This post is going to be a long one, skip through sections about setup if you aren’t interested and you can look at some of the analysis I did. And as a quick update, hosting this on AWS is only costing me ~3 bucks a month which is neat.

Pick from one of the three options above to view the different versions of the post!

TECHNICAL

Introduction

In my last blog post, here, I went over how I set up the SANS ISC Dshield Honeypot. The results were interesting, but I really wanted to feed the data into a log analysis platform which would allow me to do some more in depth analysis and aggregation.

This post will cover a few things:

Choosing a Log Aggregation Tool
Setting up the Chosen Tool
Integrating the Logs
Building Dashboards
Analyzing the Logs

If a particular topic doesn’t interest you, feel free to skip over it! There were no guides I could find online for setting up Dshield logs to flow into a log aggregation tool, so I’ll be going into some detail on the process in this post.

Log Aggregation

Most people that have worked on computers know just how import logging is. If it’s not in your logs, it didn’t happen! You can’t troubleshoot anything properly without some good logs to dig into. Now what happens when you have ~13 million log entries that you need to parse through to find some info?

That’s the situation I found myself in after just a few days of having my honeypot up. On top of that, there are three different tools outputting logs to different locations that are all formatted differently. The solution then is to utilize a log aggregation tool. There’s a few different options out there, I’ll cover the below ones:

ELK Stack
Graylog
Splunk

Before going too far into this I should clarify what exactly I was looking for:

Free
Relatively Lightweight
Data Visualization
Data Aggregation/Parsing
Easy to Use

Anybody that’s familiar with log analysis is probably yelling right now about Graylog, and that’s what my first choice was. For reasons I’ll get into below, I ended up having to go with ELK. With these requirements in mind, Splunk can immediately be dismissed as the free version of the software doesn’t fit what I need. I’ll go into the details of the other two options below:

ELK

ELK, or the ELK stack, is actually a combination of multiple tools that are used for data ingestion, manipulation, and display. ELK stands for Elasticsearch, Logstash, and Kibana (usually you can add in Filebeat as well).

Each of these tools are responsible for different things:

Filebeat: Sends logs to an Elasticsearch or Logstash instance.
Logstash: Ingests and processes log data before feeding it into Elasticsearch.
Elasticsearch: A powerful “search engine” that can parse through massive amounts of log data.
Kibana: A data visualization tool that acts as the front-end for Elasticsearch.

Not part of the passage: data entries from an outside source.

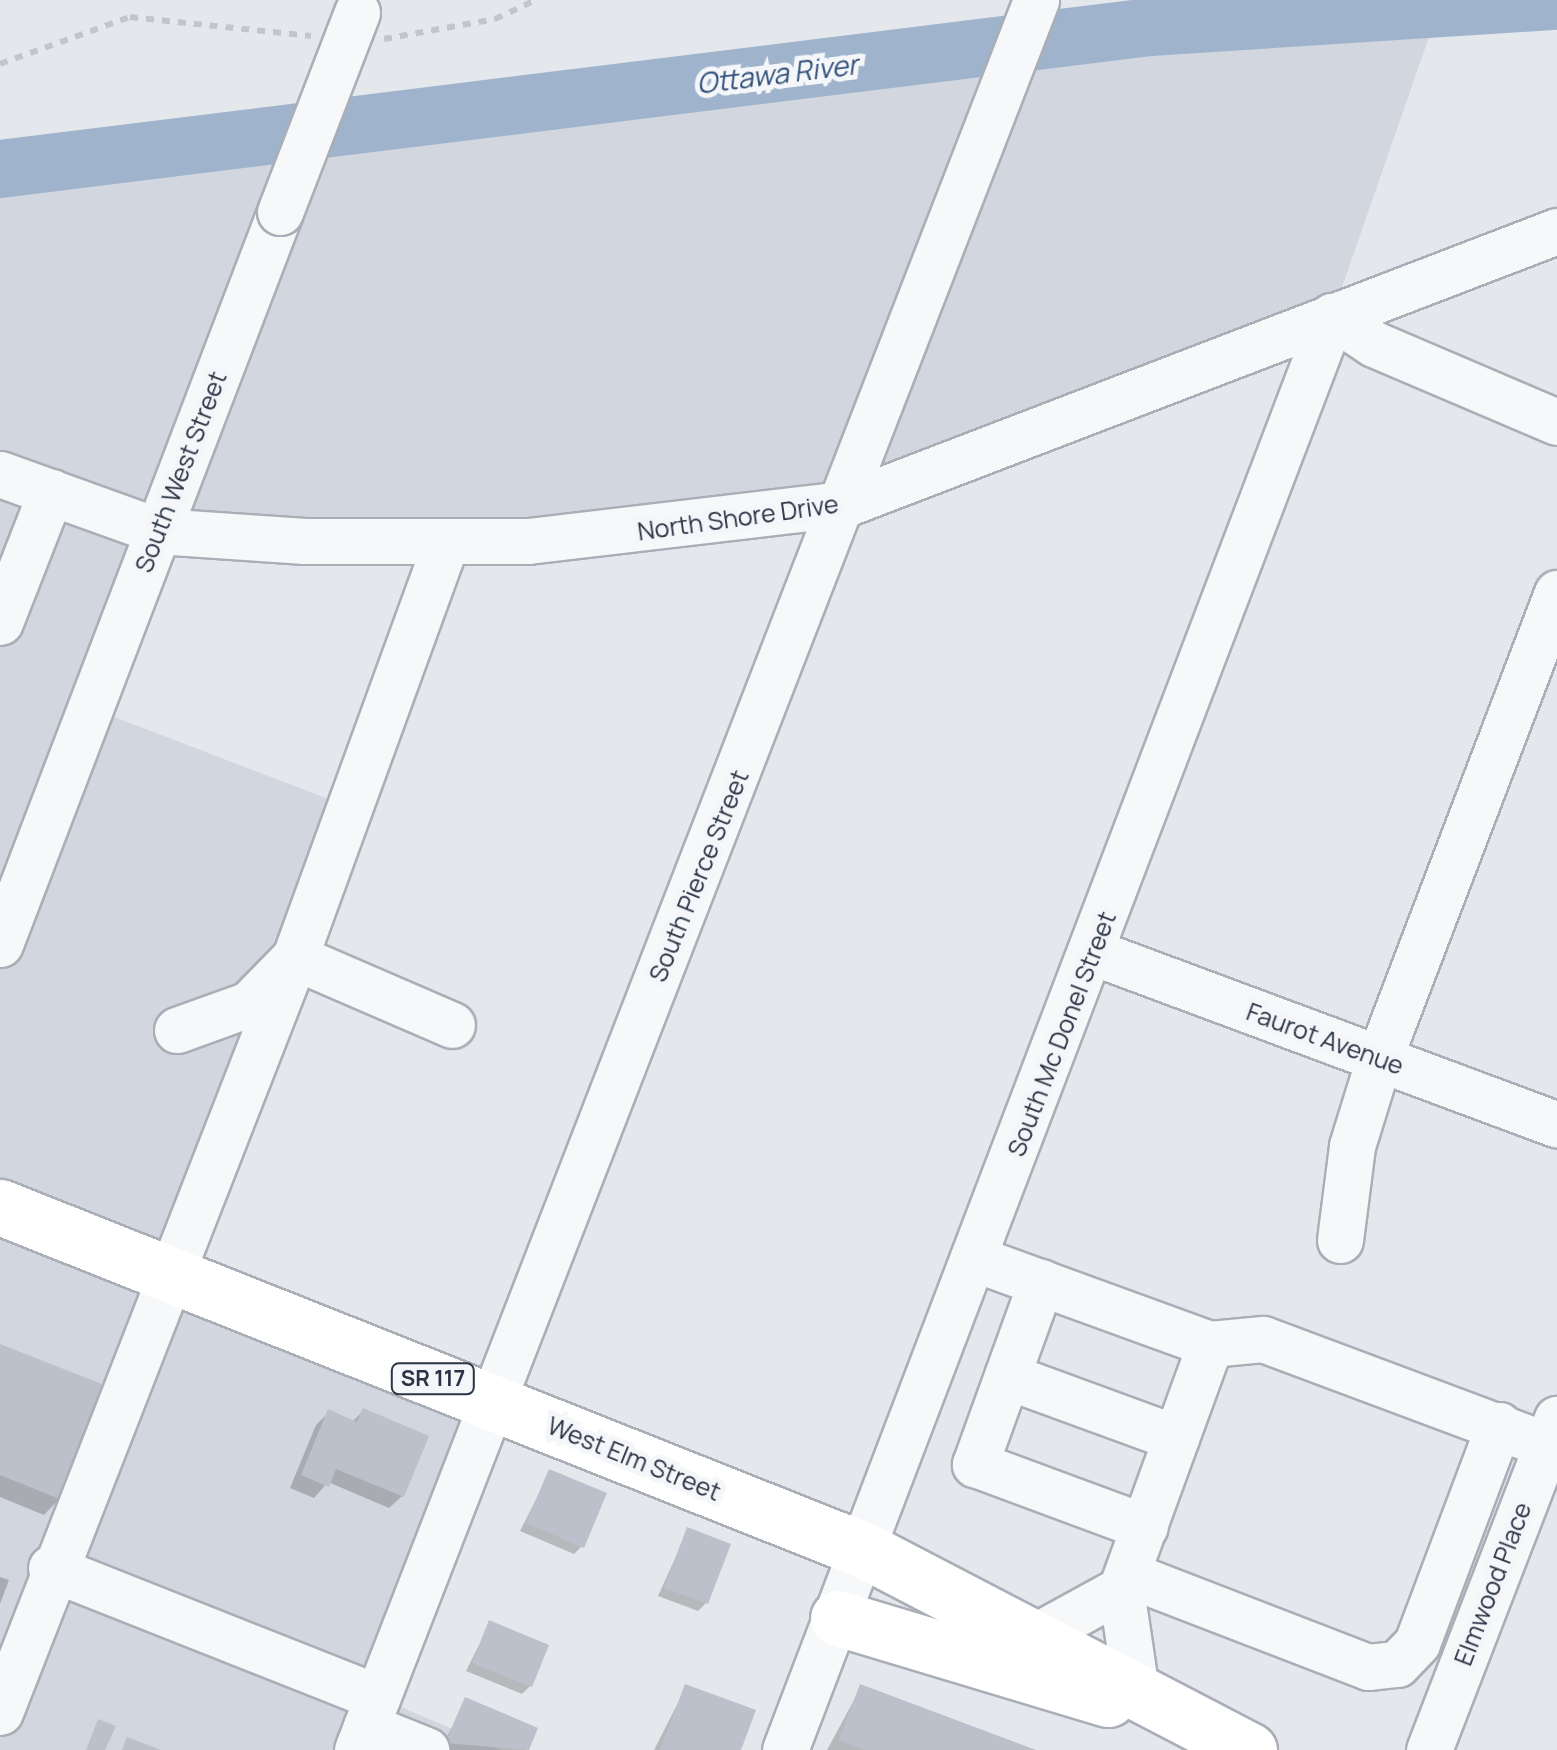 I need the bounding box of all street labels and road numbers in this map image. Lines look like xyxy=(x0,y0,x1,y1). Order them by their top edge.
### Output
street label: South West Street xyxy=(129,367,233,577)
street label: North Shore Drive xyxy=(636,489,840,547)
street label: South Pierce Street xyxy=(643,766,755,986)
street label: South Mc Donel Street xyxy=(1001,907,1123,1161)
street label: Faurot Avenue xyxy=(1242,997,1408,1081)
road number: SR 117 xyxy=(390,1362,476,1396)
street label: West Elm Street xyxy=(543,1411,725,1507)
street label: Elmwood Place xyxy=(1448,1498,1538,1670) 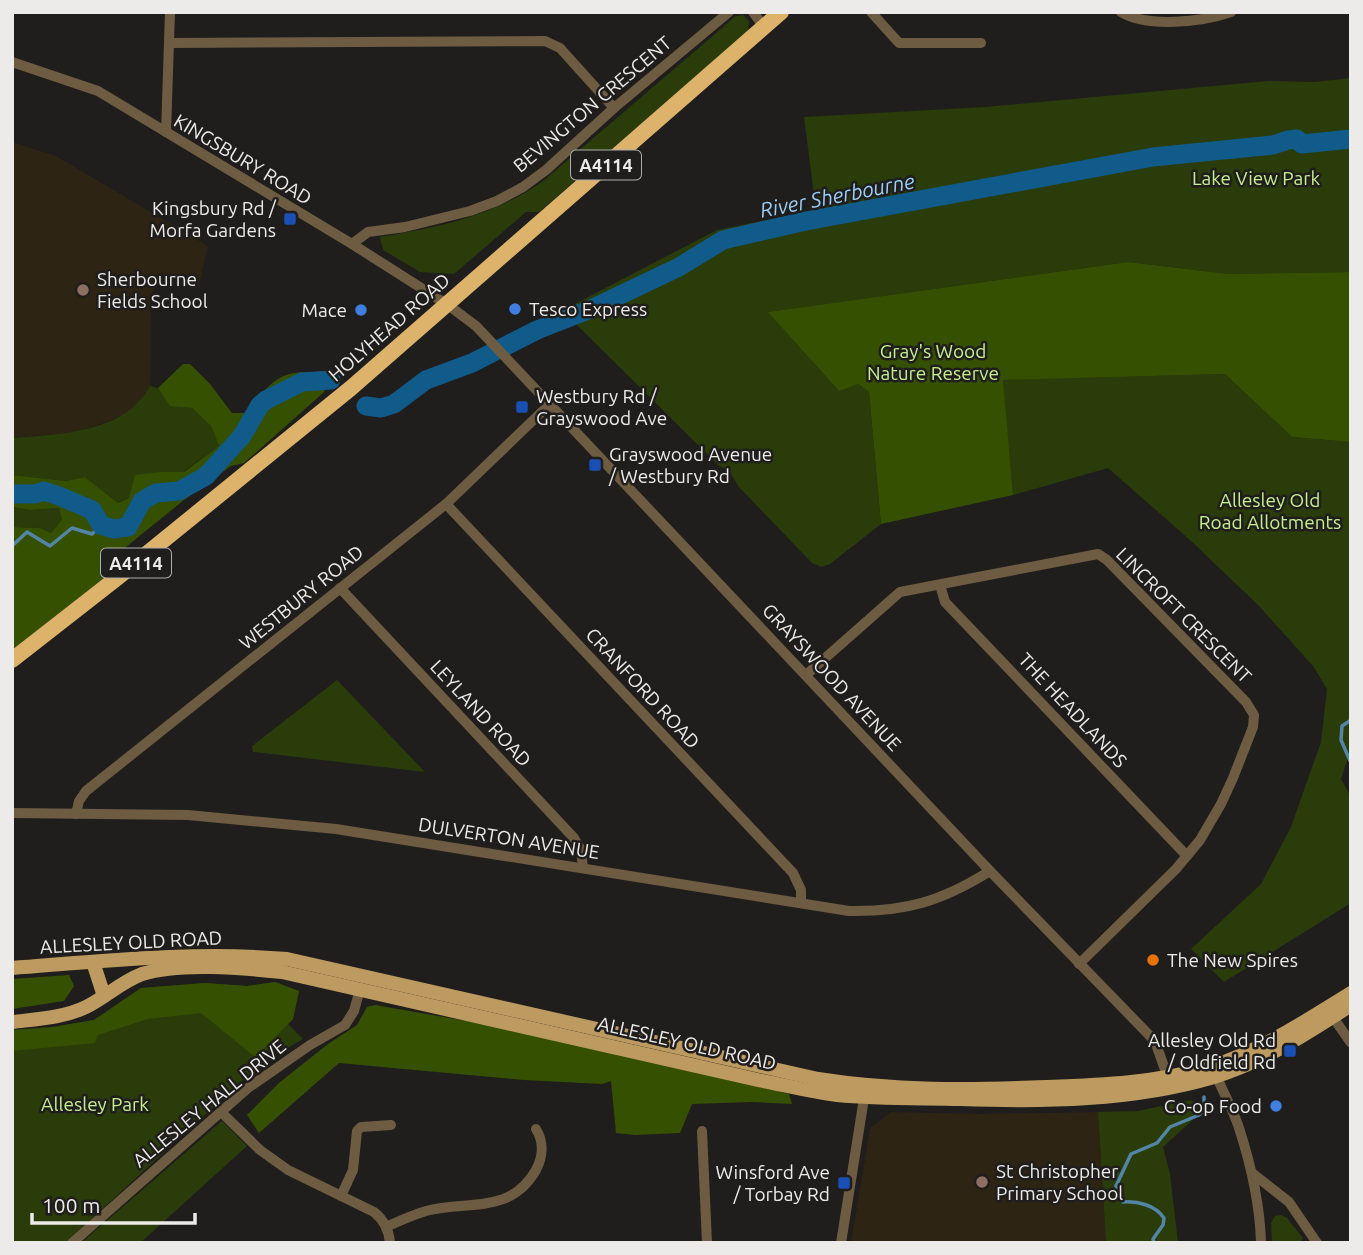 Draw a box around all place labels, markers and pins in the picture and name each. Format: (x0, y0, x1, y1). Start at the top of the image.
place label: Kingsbury Rd / Morfa Gardens (150, 197, 277, 241)
marker: Kingsbury Rd / Morfa Gardens (282, 211, 298, 227)
place label: Sherbourne Fields School (97, 268, 208, 312)
marker: Sherbourne Fields School (75, 282, 91, 298)
place label: Tesco Express (529, 298, 647, 320)
place label: Mace (301, 299, 347, 321)
marker: Tesco Express (507, 301, 523, 317)
marker: Mace (353, 302, 369, 318)
place label: Westbury Rd / Grayswood Ave (536, 385, 667, 429)
marker: Westbury Rd / Grayswood Ave (514, 399, 530, 415)
place label: Grayswood Avenue / Westbury Rd (608, 443, 772, 487)
marker: Grayswood Avenue / Westbury Rd (587, 457, 603, 473)
place label: The New Spires (1167, 949, 1298, 971)
marker: The New Spires (1145, 952, 1161, 968)
place label: Allesley Old Rd / Oldfield Rd (1148, 1029, 1276, 1073)
marker: Allesley Old Rd / Oldfield Rd (1282, 1043, 1298, 1059)
place label: Co-op Food (1164, 1095, 1262, 1117)
marker: Co-op Food (1268, 1098, 1284, 1114)
place label: St Christopher Primary School (996, 1160, 1123, 1204)
place label: Winsford Ave / Torbay Rd (716, 1161, 830, 1205)
marker: St Christopher Primary School (974, 1174, 990, 1190)
marker: Winsford Ave / Torbay Rd (836, 1175, 852, 1191) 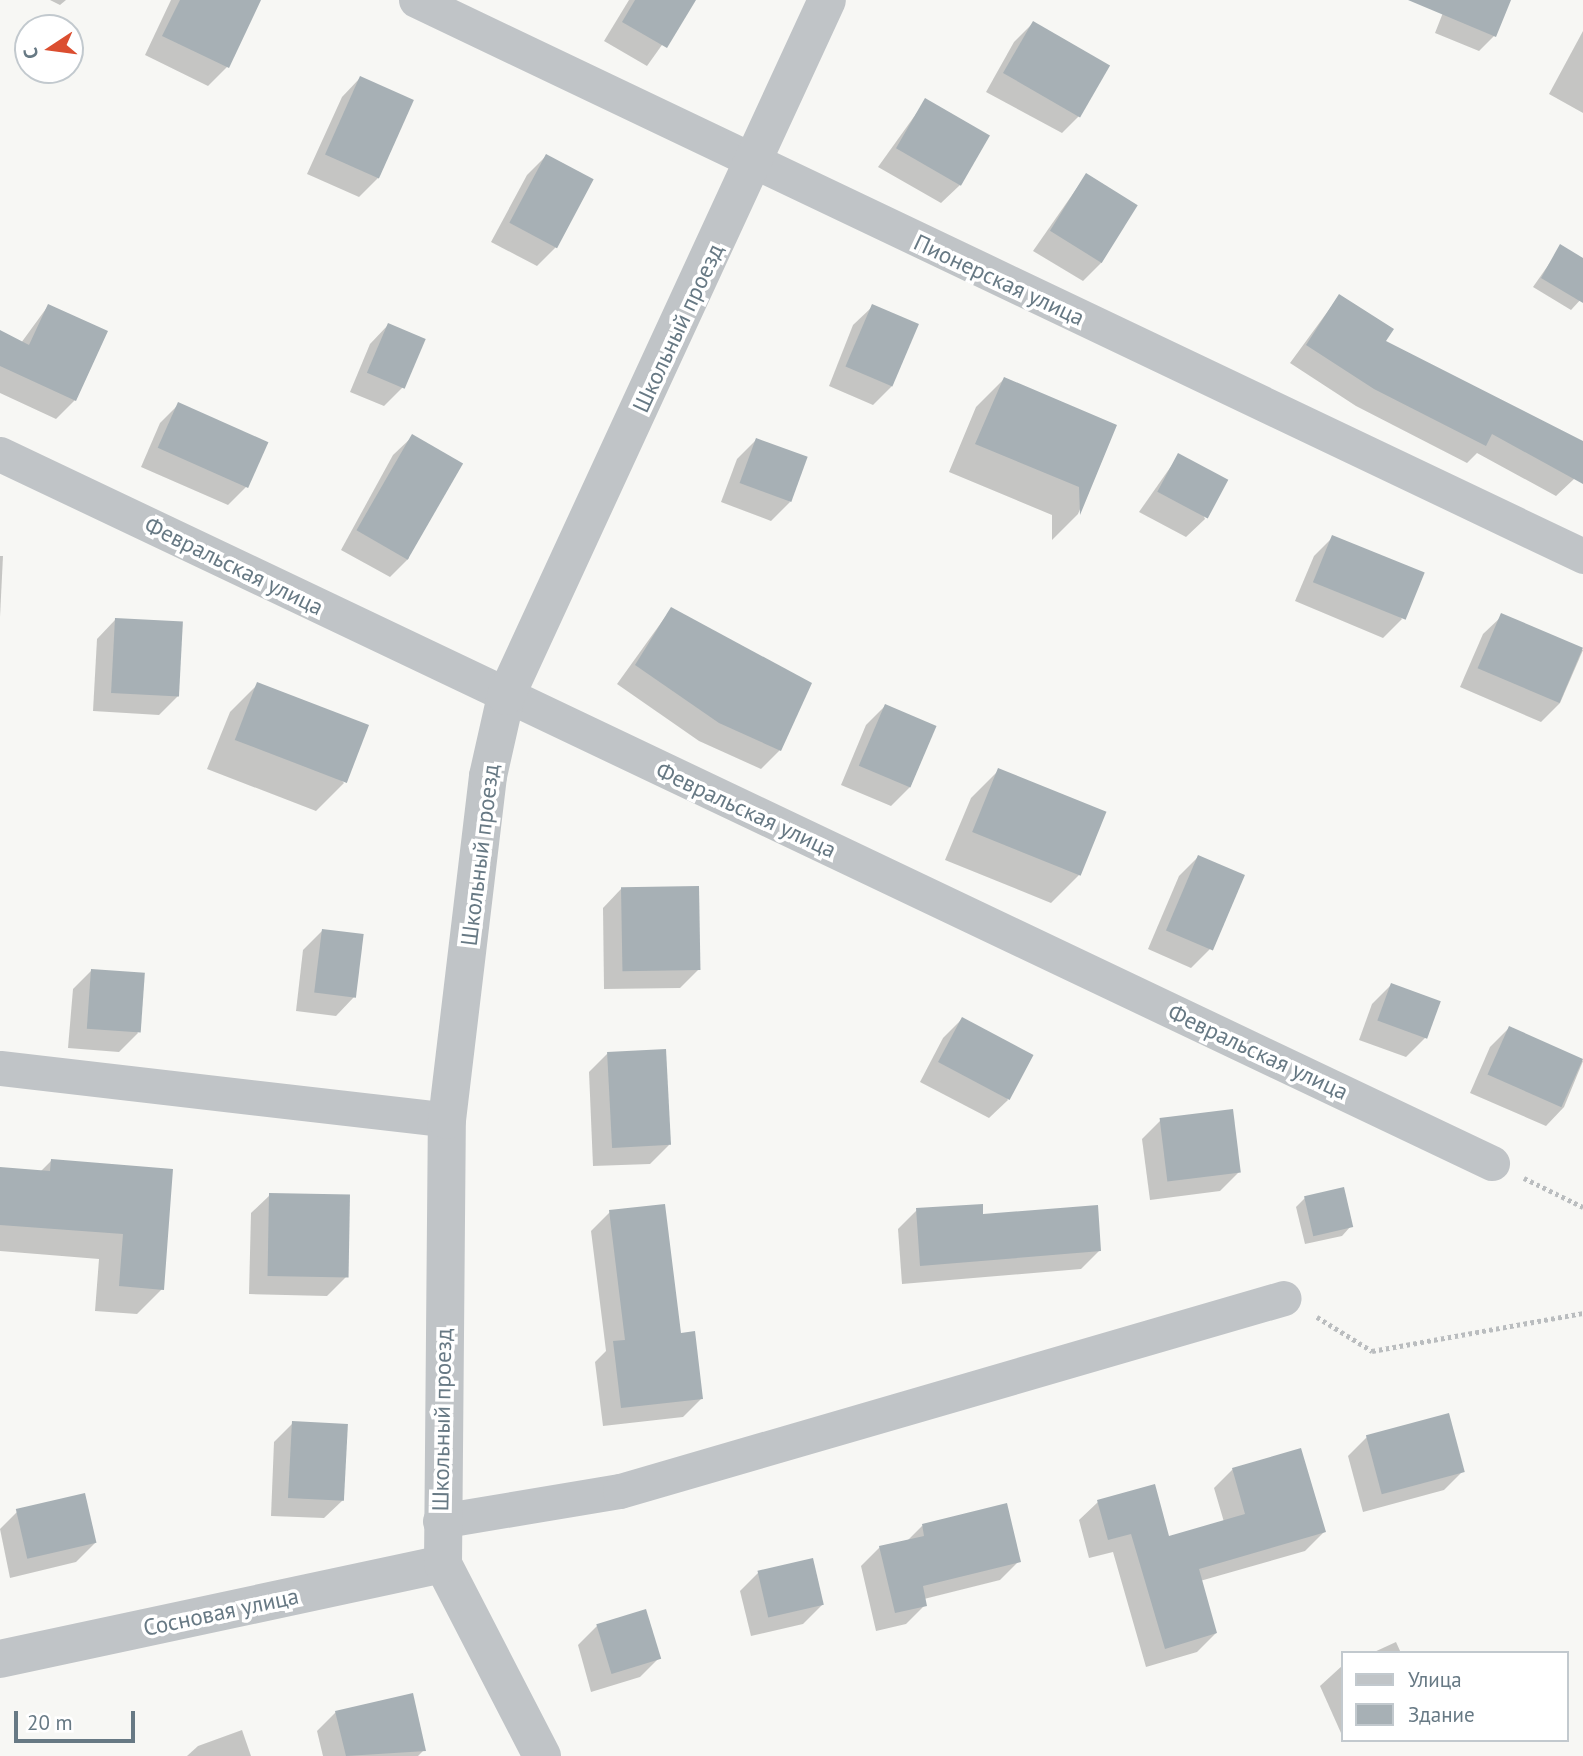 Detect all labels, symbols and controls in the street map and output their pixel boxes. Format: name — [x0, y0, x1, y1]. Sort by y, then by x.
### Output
north arrow — [14, 14, 84, 84]
text: С — [18, 45, 43, 61]
street label: Пионерская улица — [909, 228, 1089, 332]
street label: Школьный проезд — [627, 239, 729, 417]
street label: Февральская улица — [140, 511, 328, 621]
street label: Февральская улица — [652, 756, 840, 864]
street label: Школьный проезд — [455, 763, 505, 947]
street label: Февральская улица — [1164, 998, 1352, 1106]
street label: Школьный проезд — [427, 1328, 457, 1512]
street label: Сосновая улица — [141, 1582, 301, 1642]
legend — [1342, 1651, 1569, 1742]
text: Улица — [1408, 1666, 1462, 1693]
scale bar — [18, 1696, 138, 1740]
text: Здание — [1408, 1701, 1475, 1728]
text: 20 m — [27, 1709, 73, 1736]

ELK is free and is back to being open source after a very disappointing move to closed source. I won’t go into too much detail, but ELK was started as an open source project which allowed for transparency and a more community driven development process. Some time ago Elastic decided to close source the project, this ended up fracturing the community which spread out to various other projects (e.g. graylog or opensearch). As of ~6 months ago, Elastic has re-opened ELK to be open source.

They appear to be trying to ride the AI hype train as they rebrand into the “Search AI Company”. Open sourcing once more is likely a marketing ploy to try to draw back some of their lost customer base.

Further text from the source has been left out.